I guess in hindsight the only surprising thing is that the Ontario MOE let Varnicolor walk back in the mid to late 1980s in regards to the contamination in the Howard Street Storm Sewers (HSSS). The investigation was primarily done by Varnicolor and their hired consultants. Exactly how unbiased do you think that was? As I mentioned here Saturday I attempted to get all the documentation and reports from Woolwich Township unsuccessfully many years ago. What I have however I reviewed over the last couple of days and it is quite damning.

The most investigative activity occurred closer to 1986-87 and not in 1982-84 as I had formerly understood. Also there was both an entire Appendix as well as references earlier on in Canviro's 1987 hydrogeological report regarding the Varnicolor Chemical groundwater situation.
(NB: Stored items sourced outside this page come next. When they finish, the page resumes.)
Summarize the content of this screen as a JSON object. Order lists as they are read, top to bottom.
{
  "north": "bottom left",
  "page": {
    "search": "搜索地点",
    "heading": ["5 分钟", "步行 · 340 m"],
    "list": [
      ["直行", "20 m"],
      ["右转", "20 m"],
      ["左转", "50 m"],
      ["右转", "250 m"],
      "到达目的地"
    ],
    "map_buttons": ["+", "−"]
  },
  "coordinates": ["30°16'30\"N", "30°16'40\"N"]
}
Canviro were a subsidiary of CH2MHILL who dropped Varnicolor as a client when the Region of Waterloo hired them to do extensive hydrogeological work for them after the start of the Elmira Water Crisis in 1989.
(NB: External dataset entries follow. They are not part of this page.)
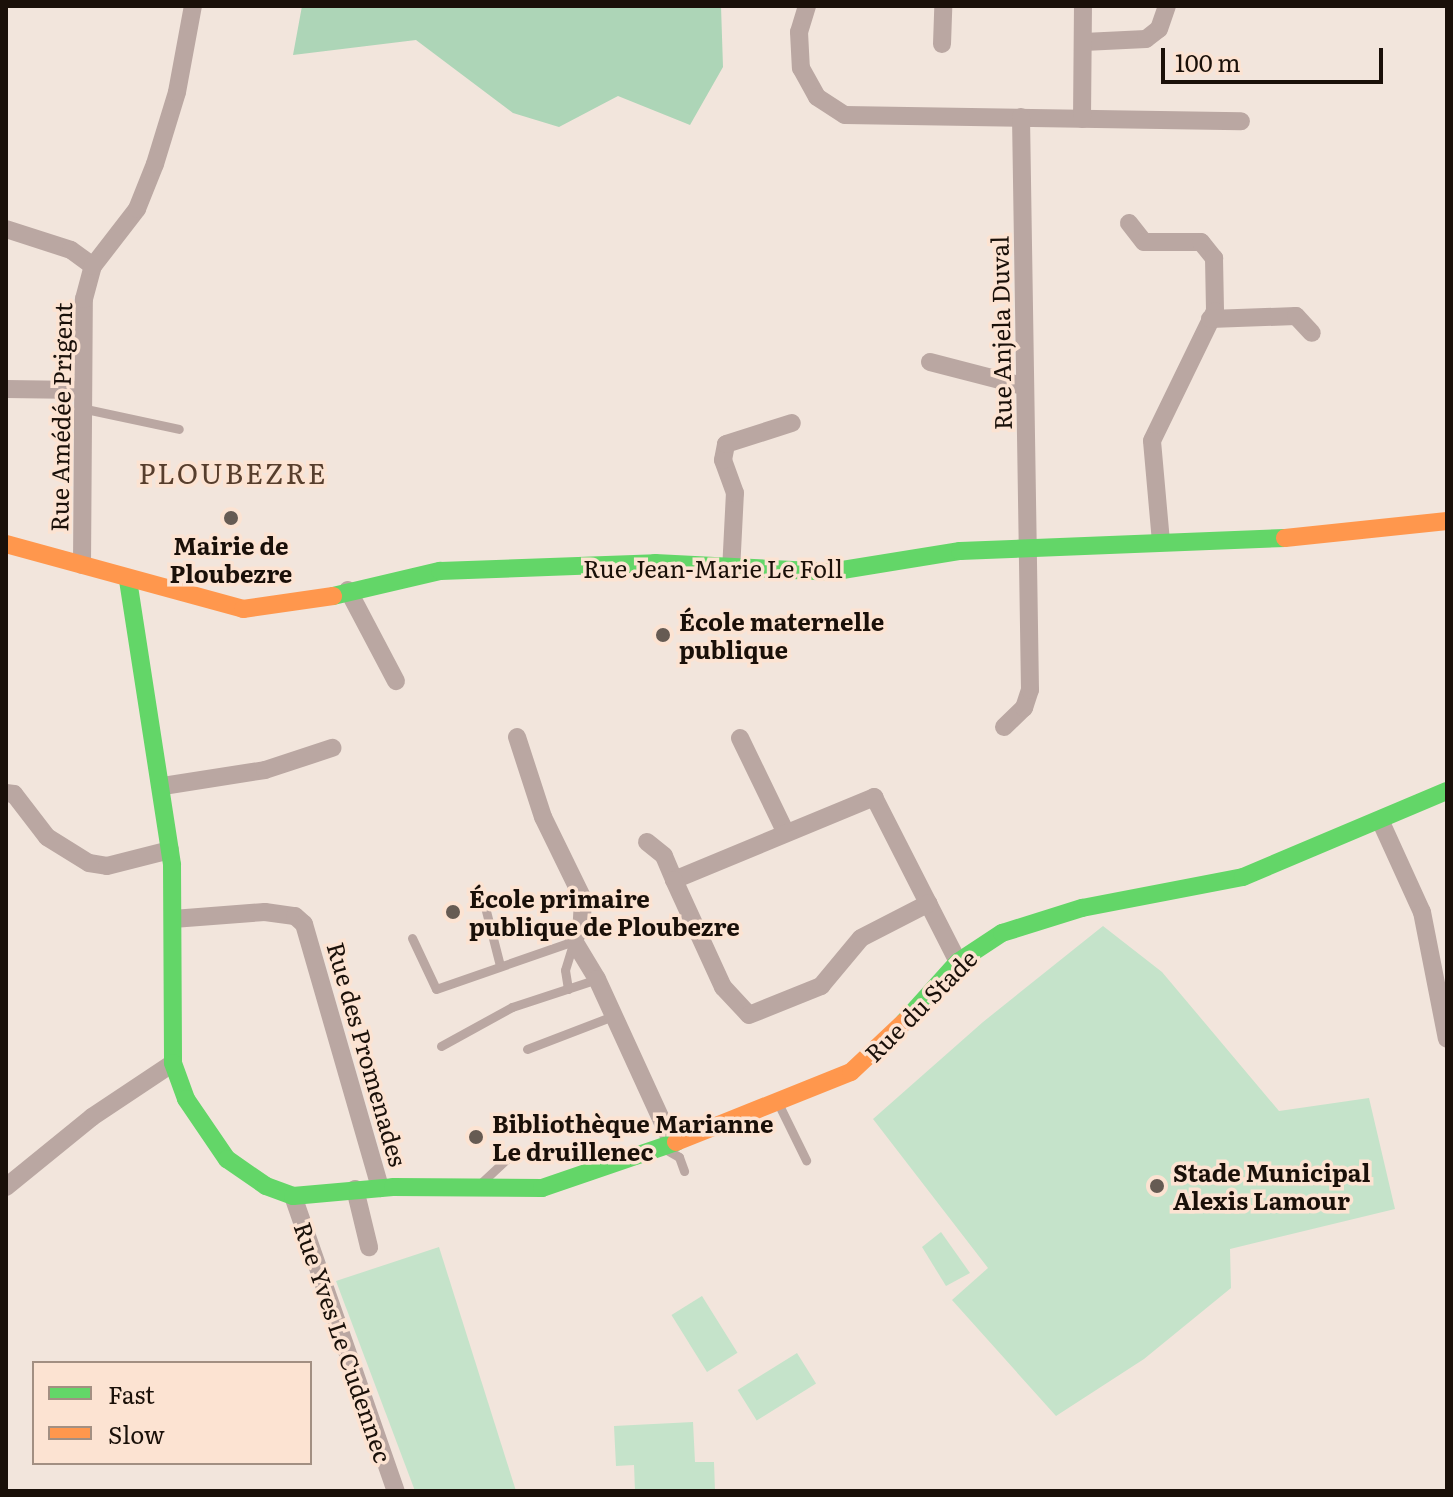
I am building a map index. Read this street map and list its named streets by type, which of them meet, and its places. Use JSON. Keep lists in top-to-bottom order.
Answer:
{
  "streets": {
    "street": [
      "Rue Anjela Duval",
      "Rue Amédée Prigent",
      "Rue Jean-Marie Le Foll",
      "Rue du Stade",
      "Rue des Promenades",
      "Rue Yves Le Cudennec"
    ]
  },
  "crossings": [
    ["Rue Anjela Duval", "Rue Jean-Marie Le Foll"],
    ["Rue Amédée Prigent", "Rue Jean-Marie Le Foll"],
    ["Rue Jean-Marie Le Foll", "Rue Yves Le Cudennec"],
    ["Rue du Stade", "Rue des Promenades"],
    ["Rue du Stade", "Rue Yves Le Cudennec"],
    ["Rue des Promenades", "Rue Yves Le Cudennec"]
  ],
  "districts": ["PLOUBEZRE"],
  "places": [
    "Mairie de Ploubezre",
    "École maternelle publique",
    "École primaire publique de Ploubezre",
    "Bibliothèque Marianne Le druillenec",
    "Stade Municipal Alexis Lamour"
  ],
  "legend": ["Fast", "Slow"],
  "scale_bar": "100 m"
}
The Township were involved through former Public Works Department employees providing information regarding drainage in the area as well as pipe connections from the Varnicolor property into the HSSS. Bill Kowalchuk, CAO for Woolwich Township, also was involved in defending Varnicolor and in an amazing coincidence was hired by Varnicolor approximately a year later after being fired by Woolwich Township. The firing as CAO by Woolwich is strictly a verbal comment provided to me by someone in the know, although I've never heard it disputed to date.

The excuses as to why Varnicolor didn't do it came fast and furious from all parties with a vested interest in keeping Varnicolor's pristine reputation intact. This included from the MOE. Then after I blew the whistle the MOE continued their stalwart defense of Varnicolor. You know it's almost as if the MOE knew that their day of reckoning was just around the corner and they needed no distractions from Uniroyal Chemical being squarely and solely on the perpetrator's pedestal.

Evidence included volumes of liquids in the storm sewers far beyond what should have been in them long after rainstorms. They felt that groundwater en masse had to be being directed into the Howard Street storm sewer. Perhaps what they didn't consider was the possibility not just of contaminated groundwater from Varnicolor but outright intentional dumping. In other words waste solvents and waters that Severin Argenton couldn't recycle, hence unless he dumped them illegally, were nothing but an expense to him. These solvents found in the HSSS at high concentrations were all solvents found in Varnicolor's groundwater except for chlorobenzene. The solvents included 1,1 dichloroethane and 1,2 dichloroethane which the reports incorrectly stated weren't in Varnicolor's groundwater. They were, although they may have been found at a slightly later date.

Regarding chlorobenzene, an innocuous solvent commonly found in paint thinners and other uses, I've never understood why along with the dozens to hundreds of others found at Varnicolor, it allegedly was not. Either there is yet another source or as stated last Saturday here, the MOE did some serious fudging of lab data.